ZITTENDE VROUW (GEORGE GRARD)
The walk starts on the Market Square, right in front of the Tourist Office, which is housed in the historic building ‘De Cipierage’, a Renaissance building dating from 1662, and used to be the jail of Sint-Niklaas. Throughout the years, it was restored several times and was used as police station, telephone exchange, court, museum as well as library.
Opposite this building, on the wooden promenade you will find two statues by George Grard.
He particalurly prefers female nude bronzes . He was strongly inspired by classical French sculptors, e.g. Aristide Maillol (1861-1944). Until the mid-fifties he concentrated on full, female shapes of either sitting, reclining or standing characters. In 1958 his style took a turn with the sculpture ‘the African’ a female, exhibited on the 1958 World Expo in Brussels.
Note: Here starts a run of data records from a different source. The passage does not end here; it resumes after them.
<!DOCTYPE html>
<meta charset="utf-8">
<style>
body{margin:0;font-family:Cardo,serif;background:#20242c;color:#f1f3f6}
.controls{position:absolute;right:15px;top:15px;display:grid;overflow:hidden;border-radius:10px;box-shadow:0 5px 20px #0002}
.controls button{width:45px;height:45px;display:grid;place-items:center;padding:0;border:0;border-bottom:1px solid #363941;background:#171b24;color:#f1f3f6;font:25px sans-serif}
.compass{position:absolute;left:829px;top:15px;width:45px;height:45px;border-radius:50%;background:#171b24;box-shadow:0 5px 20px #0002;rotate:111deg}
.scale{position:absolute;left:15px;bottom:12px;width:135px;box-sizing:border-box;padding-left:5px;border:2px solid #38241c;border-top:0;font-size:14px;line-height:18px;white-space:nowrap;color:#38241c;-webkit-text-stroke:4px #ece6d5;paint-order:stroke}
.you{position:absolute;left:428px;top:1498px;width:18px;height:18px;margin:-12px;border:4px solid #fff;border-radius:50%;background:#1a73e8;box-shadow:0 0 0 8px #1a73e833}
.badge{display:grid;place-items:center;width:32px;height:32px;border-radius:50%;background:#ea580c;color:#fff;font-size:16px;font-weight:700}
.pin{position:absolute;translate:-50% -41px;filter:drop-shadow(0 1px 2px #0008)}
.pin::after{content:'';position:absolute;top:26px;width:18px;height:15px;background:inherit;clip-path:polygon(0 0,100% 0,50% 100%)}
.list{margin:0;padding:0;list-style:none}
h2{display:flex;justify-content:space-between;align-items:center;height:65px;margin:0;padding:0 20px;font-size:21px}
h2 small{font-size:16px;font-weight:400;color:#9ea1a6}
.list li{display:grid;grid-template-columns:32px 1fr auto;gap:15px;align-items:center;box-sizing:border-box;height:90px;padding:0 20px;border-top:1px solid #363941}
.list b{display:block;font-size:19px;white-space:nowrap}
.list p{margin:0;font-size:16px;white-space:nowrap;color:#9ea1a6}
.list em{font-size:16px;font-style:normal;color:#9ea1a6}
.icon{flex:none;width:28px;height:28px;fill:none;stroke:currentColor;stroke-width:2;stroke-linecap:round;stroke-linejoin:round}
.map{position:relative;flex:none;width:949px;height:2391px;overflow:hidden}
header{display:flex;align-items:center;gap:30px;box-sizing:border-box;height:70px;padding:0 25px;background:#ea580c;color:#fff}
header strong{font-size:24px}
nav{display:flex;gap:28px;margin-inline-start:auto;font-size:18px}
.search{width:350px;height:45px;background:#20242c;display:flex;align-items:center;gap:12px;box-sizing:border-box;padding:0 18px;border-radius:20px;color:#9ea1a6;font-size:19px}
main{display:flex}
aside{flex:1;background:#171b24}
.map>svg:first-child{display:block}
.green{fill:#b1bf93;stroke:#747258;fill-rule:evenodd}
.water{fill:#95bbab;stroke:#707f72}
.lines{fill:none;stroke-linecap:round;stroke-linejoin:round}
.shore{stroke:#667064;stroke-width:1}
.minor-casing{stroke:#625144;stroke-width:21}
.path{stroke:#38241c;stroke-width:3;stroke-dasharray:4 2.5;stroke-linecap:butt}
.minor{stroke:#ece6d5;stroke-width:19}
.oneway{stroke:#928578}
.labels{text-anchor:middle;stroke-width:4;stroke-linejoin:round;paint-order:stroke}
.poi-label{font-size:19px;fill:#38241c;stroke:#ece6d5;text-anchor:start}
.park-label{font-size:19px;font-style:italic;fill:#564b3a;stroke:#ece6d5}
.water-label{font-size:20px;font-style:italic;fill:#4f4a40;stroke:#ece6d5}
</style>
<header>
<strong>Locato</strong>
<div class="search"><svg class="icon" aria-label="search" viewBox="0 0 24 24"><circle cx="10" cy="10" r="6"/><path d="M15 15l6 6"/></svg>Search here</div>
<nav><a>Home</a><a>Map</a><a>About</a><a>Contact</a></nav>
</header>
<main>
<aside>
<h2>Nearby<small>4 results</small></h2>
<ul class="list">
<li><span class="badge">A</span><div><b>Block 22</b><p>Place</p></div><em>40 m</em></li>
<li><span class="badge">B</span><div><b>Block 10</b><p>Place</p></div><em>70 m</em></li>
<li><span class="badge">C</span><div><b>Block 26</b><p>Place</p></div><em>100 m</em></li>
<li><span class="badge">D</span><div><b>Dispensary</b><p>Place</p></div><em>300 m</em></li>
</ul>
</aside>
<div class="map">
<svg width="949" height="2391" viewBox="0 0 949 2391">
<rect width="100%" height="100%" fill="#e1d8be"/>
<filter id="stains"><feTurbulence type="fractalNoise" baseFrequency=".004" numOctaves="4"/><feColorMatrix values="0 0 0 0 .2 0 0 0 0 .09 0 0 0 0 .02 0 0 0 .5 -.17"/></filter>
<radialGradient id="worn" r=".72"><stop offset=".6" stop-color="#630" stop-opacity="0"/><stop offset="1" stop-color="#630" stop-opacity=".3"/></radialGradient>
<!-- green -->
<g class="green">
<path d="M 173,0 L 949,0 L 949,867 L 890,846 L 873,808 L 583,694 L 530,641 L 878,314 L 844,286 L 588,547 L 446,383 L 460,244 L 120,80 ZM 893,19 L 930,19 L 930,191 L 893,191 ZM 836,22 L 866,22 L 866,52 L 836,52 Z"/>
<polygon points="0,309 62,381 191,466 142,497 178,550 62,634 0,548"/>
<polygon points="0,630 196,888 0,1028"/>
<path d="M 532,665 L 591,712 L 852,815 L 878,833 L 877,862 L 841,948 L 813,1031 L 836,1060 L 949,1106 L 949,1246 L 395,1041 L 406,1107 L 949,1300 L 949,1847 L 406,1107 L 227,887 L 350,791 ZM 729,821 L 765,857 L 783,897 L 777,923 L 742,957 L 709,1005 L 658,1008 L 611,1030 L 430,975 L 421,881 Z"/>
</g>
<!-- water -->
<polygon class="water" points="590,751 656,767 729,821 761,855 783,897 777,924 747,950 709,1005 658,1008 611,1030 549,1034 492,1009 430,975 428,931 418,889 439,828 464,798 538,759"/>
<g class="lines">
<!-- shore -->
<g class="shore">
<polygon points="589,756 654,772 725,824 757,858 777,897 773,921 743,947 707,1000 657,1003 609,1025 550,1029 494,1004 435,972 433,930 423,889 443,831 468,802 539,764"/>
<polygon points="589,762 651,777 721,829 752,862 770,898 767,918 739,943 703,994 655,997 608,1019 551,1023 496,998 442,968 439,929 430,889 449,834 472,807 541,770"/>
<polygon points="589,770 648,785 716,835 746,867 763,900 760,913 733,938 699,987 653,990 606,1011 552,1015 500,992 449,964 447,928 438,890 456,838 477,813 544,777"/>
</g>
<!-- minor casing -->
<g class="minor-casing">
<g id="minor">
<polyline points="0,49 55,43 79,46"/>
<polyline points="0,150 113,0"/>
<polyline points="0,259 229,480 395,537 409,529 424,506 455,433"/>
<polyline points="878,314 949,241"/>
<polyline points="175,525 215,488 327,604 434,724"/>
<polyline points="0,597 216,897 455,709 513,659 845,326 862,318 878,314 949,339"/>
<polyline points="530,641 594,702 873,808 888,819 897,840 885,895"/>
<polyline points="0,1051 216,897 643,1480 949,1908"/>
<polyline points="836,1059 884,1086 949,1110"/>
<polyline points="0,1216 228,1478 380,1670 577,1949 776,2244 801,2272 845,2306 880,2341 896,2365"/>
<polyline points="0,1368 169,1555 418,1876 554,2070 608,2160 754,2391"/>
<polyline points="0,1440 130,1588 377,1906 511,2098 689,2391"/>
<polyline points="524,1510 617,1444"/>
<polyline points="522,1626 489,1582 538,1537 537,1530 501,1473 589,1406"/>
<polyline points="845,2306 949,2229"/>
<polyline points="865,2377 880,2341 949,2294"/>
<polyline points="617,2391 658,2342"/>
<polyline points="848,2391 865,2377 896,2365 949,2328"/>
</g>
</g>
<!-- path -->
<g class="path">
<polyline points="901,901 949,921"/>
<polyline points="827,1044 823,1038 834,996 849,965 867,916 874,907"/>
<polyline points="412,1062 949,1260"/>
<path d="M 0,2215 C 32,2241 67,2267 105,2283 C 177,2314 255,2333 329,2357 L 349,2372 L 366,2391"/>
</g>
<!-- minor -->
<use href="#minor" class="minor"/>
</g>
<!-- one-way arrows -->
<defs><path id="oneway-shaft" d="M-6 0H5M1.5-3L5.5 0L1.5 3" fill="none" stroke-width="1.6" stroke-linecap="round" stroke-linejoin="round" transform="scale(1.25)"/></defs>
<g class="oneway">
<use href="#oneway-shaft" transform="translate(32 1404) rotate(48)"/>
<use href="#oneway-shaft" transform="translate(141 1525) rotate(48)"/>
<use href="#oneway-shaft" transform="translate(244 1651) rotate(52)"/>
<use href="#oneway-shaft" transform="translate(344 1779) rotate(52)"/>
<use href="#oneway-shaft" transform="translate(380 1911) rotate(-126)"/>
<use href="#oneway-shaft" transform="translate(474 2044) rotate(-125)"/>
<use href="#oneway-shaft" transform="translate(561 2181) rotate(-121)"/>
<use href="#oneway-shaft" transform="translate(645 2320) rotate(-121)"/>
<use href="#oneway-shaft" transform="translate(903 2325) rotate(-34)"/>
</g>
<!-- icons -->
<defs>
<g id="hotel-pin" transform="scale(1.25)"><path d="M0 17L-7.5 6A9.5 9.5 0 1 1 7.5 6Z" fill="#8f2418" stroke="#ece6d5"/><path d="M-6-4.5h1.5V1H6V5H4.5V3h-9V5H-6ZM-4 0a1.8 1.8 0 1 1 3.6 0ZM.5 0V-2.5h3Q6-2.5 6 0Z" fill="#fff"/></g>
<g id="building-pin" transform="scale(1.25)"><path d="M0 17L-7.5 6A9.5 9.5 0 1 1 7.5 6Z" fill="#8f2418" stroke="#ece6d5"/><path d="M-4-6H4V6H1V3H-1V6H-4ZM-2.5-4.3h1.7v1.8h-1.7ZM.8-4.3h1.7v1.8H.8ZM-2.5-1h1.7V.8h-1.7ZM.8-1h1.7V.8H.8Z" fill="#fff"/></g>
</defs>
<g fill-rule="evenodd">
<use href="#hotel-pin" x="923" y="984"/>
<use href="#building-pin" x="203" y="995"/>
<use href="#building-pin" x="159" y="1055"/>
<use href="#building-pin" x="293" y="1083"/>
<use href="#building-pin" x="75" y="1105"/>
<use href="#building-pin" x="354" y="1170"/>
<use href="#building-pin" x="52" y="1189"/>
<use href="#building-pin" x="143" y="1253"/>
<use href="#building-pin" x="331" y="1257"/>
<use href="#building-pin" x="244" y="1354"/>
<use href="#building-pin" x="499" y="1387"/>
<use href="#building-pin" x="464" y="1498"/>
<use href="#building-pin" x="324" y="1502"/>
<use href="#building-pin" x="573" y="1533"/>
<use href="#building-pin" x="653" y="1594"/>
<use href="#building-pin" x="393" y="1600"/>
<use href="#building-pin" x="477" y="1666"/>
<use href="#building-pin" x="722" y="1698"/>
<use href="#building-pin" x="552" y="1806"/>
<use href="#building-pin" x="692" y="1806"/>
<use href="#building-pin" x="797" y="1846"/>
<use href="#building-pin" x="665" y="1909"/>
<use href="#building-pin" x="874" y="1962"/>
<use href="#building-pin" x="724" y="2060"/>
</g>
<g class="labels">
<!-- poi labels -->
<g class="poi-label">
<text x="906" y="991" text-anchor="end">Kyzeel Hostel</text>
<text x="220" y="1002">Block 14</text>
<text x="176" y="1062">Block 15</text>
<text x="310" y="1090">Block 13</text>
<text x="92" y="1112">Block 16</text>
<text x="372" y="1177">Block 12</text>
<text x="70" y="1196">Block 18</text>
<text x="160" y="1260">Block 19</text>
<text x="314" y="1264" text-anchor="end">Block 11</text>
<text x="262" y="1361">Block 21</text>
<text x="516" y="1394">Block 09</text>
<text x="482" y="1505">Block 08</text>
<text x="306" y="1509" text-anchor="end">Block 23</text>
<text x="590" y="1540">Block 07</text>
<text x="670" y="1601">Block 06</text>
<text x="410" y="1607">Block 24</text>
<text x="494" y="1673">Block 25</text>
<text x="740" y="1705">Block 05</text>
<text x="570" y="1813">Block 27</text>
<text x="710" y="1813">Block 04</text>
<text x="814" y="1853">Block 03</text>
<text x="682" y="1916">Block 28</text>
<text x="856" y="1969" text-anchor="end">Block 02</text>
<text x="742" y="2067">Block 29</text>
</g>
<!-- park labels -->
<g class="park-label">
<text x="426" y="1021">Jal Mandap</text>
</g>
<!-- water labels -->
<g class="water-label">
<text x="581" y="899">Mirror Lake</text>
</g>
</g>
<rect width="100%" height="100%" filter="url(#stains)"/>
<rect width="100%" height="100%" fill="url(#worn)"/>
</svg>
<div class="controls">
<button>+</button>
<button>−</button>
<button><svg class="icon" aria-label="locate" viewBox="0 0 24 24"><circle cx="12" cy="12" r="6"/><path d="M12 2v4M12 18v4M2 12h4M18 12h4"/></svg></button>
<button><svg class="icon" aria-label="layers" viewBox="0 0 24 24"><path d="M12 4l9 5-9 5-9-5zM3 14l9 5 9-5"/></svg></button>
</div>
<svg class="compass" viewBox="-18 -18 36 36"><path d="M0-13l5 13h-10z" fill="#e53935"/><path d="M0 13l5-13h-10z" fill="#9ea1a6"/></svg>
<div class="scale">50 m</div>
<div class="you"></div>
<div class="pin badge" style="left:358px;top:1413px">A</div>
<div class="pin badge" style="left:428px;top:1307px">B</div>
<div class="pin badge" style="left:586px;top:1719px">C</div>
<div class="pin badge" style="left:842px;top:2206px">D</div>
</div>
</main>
Here he sculpts a new image: a slender female figure, long and less voluptuous.
A statue, identical to the ‘Seated Woman’ can be found in Louvain-la-Neuve on the Place de l’Acceuil.
You’ll find a similar statue, albeit of a larger size and dressed, in the Berlaimontlaan in Brussels (between the National Bank of Belgium and the cathedral of St Goedele).
GRARD George (1901- 1984)
Georges Grard, born in 1901, studied sketching, sculpture and painting at the Academy of Fine Arts in Tournai. He is generally acknowledged to be one of the greatest figurative Belgian sculptors. In 1930 he won the Rubens Prize of the Museum of fine Arts in Brussels. In 1935, Grard founds the ‘School of Sint-Idesbald’ with some artist friends among whom Paul Delvaux,. In 1935 the sculptor wins the ‘Prize of Hainaut’ and the ‘Prize Picard of the Free Academy of Belgium’. In 1967 he becomes a member of the Class of Fine Arts, section Sculpture, of the Belgian Royal Academy for Science, Literature and Fine Arts, where he wins the quinquennial prize, a culmination of his artistic career. The George Grard Museum in Sint-Idesbald houses the plaster moulds and on the territory of Ten Bogaerde, the bronze sculptures.